8 Appendix C: SMTP Whitelist Vetting Questionnaire

Before Knight Web Services® Inc. whitelists an account the following questions must be answered by the sender. This helps Knight Web Services® Inc. vet the sender so that we don’t grant whitelist status to a sender whose email could be considered spam and damage our deliverability or get our servers blocked.

Please obtain this information and provide it in a ticket to BUCE.

To be considered for whitelisting, the client must provide the following information:

  1. Please supply the SMTP username. This is usually the email address used to send. Note: The client must use SMTP authentication to take advantage of our whitelisting.
  2. Does the user require whitelisting to send newsletters or other bulk mail?
  3. How many recipients they will be sending this message to? If an exact number is not available, a range of anticipated email volume is acceptable.
  4. How often will they be sending messages?
  5. How/where did the client obtain their recipients/mailing list?
  6. What program will the user be using to send the mail?
  7. If applicable, please provide sample of the message being sent.
  8. For bulk/newsletter emails, each message will be required to have valid opt-out information and the messages should only be sent to recipients who have requested their messages. The Opt Out must be clearly visible in all messages, including the provided example. We will not proceed if this requirement is not met.

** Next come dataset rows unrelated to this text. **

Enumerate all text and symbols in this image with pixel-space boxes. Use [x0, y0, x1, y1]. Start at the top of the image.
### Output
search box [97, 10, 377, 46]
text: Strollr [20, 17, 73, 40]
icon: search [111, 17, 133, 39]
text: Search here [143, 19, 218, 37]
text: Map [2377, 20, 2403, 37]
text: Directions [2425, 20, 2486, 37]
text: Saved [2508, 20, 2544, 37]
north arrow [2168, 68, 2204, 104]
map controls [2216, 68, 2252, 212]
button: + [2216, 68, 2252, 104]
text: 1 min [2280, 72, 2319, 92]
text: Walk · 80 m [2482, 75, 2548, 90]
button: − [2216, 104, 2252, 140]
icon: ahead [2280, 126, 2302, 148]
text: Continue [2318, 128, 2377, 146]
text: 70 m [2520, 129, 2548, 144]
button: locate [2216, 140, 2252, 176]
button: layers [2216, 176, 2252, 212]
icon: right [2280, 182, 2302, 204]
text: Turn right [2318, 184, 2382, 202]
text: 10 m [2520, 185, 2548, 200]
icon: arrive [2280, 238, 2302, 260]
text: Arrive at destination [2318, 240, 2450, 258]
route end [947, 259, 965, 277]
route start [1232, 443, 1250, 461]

If the customer can provide the above stated information, we will evaluate it for whitelisting. If the information is satisfactory, will whitelist them on a trial basis. If they generate a large volume of complaints, or we have other reasons to believe they are harming our reputation, they will be removed from the whitelist.

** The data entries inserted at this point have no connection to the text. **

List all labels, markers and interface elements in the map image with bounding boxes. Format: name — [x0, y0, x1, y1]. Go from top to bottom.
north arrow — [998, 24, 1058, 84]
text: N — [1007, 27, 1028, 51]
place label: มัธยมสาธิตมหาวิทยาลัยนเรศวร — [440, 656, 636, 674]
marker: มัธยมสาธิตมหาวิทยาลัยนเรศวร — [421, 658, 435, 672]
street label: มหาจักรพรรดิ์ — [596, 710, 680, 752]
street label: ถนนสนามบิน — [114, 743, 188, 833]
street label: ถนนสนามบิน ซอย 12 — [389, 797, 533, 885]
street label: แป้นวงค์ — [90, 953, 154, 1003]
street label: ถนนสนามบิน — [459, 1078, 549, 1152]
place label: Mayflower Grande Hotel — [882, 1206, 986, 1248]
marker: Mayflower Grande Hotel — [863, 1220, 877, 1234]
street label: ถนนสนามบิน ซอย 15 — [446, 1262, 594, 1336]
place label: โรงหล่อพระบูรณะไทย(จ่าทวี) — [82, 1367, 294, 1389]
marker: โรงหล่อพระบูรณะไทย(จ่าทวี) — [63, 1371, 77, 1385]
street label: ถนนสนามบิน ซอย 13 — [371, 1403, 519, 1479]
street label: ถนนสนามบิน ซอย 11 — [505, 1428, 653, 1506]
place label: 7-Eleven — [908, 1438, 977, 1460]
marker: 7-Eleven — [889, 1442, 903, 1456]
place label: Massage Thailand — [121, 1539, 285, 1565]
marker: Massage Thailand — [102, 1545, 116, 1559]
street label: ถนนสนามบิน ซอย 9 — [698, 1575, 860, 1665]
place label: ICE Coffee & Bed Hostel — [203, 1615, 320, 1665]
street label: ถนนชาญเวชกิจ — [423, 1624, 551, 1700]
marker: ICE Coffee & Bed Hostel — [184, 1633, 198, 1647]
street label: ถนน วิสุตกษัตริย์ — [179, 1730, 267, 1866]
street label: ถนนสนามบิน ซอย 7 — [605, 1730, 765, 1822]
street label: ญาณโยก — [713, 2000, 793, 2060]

9 Appendix D: Account Functionality Limitations

9.1 Functionality Limitations by Account Status

Suspend: FTP and Portal functions are inaccessible. Website and email remain functional.

Disable: FTP and Portal functions are inaccessible. Website is inaccessible. Email remains functional.

Kill: FTP, Portal, Website and Email are all inaccessible.

9.2 Other Limitations

SMTP Block: If a single email account is a source of abuse, that email address will have an SMTP block limitation placed against it. This limitation does not affect the account the address is associated with.